3) History repeats itself
:
Patterns in the financial markets, especially in the forex markets, tend to repeat themselves all the time. This is based on the assumption that human psychology rarely changes, therefore the pattern of a currency pair repeated in the history is doomed to repeat itself in the future.
There are many books and resources on technical analysis that forex traders can use to expand their knowledge and background about the subject. However, when it comes to forex, we recommend the following concepts of technical analysis that can come in handy for traders:

A) Forex support and resistance methods

This is one of the most basic and important aspects of technical analysis. Let’s assume that the pair EUR/USD during the last week reached a certain price that it couldn’t go above. This price ceiling is called resistance level. On the other hand, the lowest price (i.e. price bottom) the EUR/USD pair reached and could not drop below for this period is called support level.
 
B) Forex Elliot Waves methods
The Elliot Waves principle was first developed by Ralph Nelson Elliot in the 1930s. Elliot Waves’ theory is based on behavioral patterns in the prices of the free markets that reflect the investors’ hopes and fears in the form of waves in a graph representation.

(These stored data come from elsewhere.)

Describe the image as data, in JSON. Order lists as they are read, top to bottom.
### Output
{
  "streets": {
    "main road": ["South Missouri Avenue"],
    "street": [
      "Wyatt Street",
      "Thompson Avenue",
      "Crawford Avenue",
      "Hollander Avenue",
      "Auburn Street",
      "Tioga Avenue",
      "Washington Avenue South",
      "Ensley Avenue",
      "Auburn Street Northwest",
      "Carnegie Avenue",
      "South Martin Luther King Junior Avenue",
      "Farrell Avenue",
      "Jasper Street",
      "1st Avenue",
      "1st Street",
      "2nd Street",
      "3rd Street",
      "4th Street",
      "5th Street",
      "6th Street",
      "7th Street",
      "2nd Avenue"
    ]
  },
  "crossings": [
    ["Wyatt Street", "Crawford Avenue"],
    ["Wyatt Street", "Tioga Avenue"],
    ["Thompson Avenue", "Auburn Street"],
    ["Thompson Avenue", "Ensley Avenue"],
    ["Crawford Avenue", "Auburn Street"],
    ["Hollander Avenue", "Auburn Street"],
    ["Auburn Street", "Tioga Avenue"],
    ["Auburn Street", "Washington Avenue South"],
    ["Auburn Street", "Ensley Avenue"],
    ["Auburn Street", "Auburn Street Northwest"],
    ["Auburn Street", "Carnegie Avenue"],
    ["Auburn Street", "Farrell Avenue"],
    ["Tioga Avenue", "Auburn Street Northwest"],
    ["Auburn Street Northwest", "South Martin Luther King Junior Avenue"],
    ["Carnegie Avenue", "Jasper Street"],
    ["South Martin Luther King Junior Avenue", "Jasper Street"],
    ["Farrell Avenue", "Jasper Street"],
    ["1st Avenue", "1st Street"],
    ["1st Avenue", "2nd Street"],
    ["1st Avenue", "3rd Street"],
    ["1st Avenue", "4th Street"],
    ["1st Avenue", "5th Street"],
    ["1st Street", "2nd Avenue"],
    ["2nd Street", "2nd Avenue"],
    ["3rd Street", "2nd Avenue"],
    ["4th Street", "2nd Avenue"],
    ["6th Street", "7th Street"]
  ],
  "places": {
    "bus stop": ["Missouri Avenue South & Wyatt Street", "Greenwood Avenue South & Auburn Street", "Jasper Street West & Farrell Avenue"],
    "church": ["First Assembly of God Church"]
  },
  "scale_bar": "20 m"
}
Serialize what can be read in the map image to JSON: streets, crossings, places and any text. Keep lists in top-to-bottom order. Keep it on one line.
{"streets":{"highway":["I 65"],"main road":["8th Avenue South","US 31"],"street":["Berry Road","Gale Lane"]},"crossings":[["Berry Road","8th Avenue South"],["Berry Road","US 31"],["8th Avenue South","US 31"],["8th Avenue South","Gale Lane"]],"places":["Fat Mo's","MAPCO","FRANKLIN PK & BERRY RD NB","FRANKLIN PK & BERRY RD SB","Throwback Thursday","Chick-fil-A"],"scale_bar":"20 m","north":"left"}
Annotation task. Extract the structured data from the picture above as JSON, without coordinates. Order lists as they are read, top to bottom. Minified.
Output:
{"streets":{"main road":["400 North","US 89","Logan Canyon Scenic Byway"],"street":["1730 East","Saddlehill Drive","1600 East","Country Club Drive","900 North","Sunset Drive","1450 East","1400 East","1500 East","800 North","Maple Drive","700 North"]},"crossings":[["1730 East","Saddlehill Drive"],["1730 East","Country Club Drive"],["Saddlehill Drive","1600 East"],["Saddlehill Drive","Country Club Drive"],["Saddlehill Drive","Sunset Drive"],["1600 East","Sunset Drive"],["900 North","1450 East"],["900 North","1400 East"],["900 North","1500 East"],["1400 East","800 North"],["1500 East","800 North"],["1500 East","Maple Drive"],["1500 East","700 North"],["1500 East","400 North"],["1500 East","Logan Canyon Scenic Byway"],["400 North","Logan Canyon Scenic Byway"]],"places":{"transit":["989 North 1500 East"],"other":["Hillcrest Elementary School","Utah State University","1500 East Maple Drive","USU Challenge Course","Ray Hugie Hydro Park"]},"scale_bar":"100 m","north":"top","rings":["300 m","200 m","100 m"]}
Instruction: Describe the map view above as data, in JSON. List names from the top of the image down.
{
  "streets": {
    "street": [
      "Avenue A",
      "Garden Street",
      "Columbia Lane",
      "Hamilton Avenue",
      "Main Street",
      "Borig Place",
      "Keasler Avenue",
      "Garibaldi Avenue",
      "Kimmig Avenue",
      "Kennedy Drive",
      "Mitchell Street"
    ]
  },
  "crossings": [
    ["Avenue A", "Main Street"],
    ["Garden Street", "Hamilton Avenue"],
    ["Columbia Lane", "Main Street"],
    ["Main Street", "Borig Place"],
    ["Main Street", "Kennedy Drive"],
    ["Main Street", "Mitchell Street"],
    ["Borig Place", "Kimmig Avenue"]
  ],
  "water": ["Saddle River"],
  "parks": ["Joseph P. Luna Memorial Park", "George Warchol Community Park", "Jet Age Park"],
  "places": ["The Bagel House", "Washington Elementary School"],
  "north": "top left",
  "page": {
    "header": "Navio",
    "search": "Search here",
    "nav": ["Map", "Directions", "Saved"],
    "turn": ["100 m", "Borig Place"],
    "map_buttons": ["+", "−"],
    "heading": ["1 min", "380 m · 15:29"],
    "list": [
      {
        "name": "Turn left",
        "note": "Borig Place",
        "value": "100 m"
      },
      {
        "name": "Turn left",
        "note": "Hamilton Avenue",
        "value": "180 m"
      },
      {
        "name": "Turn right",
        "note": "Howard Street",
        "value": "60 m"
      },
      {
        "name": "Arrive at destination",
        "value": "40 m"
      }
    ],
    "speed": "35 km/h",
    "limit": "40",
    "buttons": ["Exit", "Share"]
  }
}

C) Forex Fibonacci methods

Fibonacci numbers are the result of adding the previous together to find the next. For example 1+1=2, 2+1=3, 3+2=5, 5+3=8 and so on. The Fibonacci string will go on like this: 0,1,1,2,3,5,8,13,21,34,55,89,144,233...
The Fibonacci methods allow traders to open a long or short trade based on Fibonacci retracement expectations. In forex, the sequence of ratios usually used is 23.6 %, 38.2%, 50% and 61.8%. Fibonacci retracement levels can be drawn by connecting a trend line from a perceived high point to a perceived low point on the chart. By calculating the difference between the high and low, the user can apply the % ratios to achieve the desired pullbacks.

D) Moving averages indicators
These are the most popular indicators for forex technical analysis that allow traders to identify trends on charts. They are basically lines overlaid on the currency pair chart indicating long term price trends with short term fluctuations smoothed out.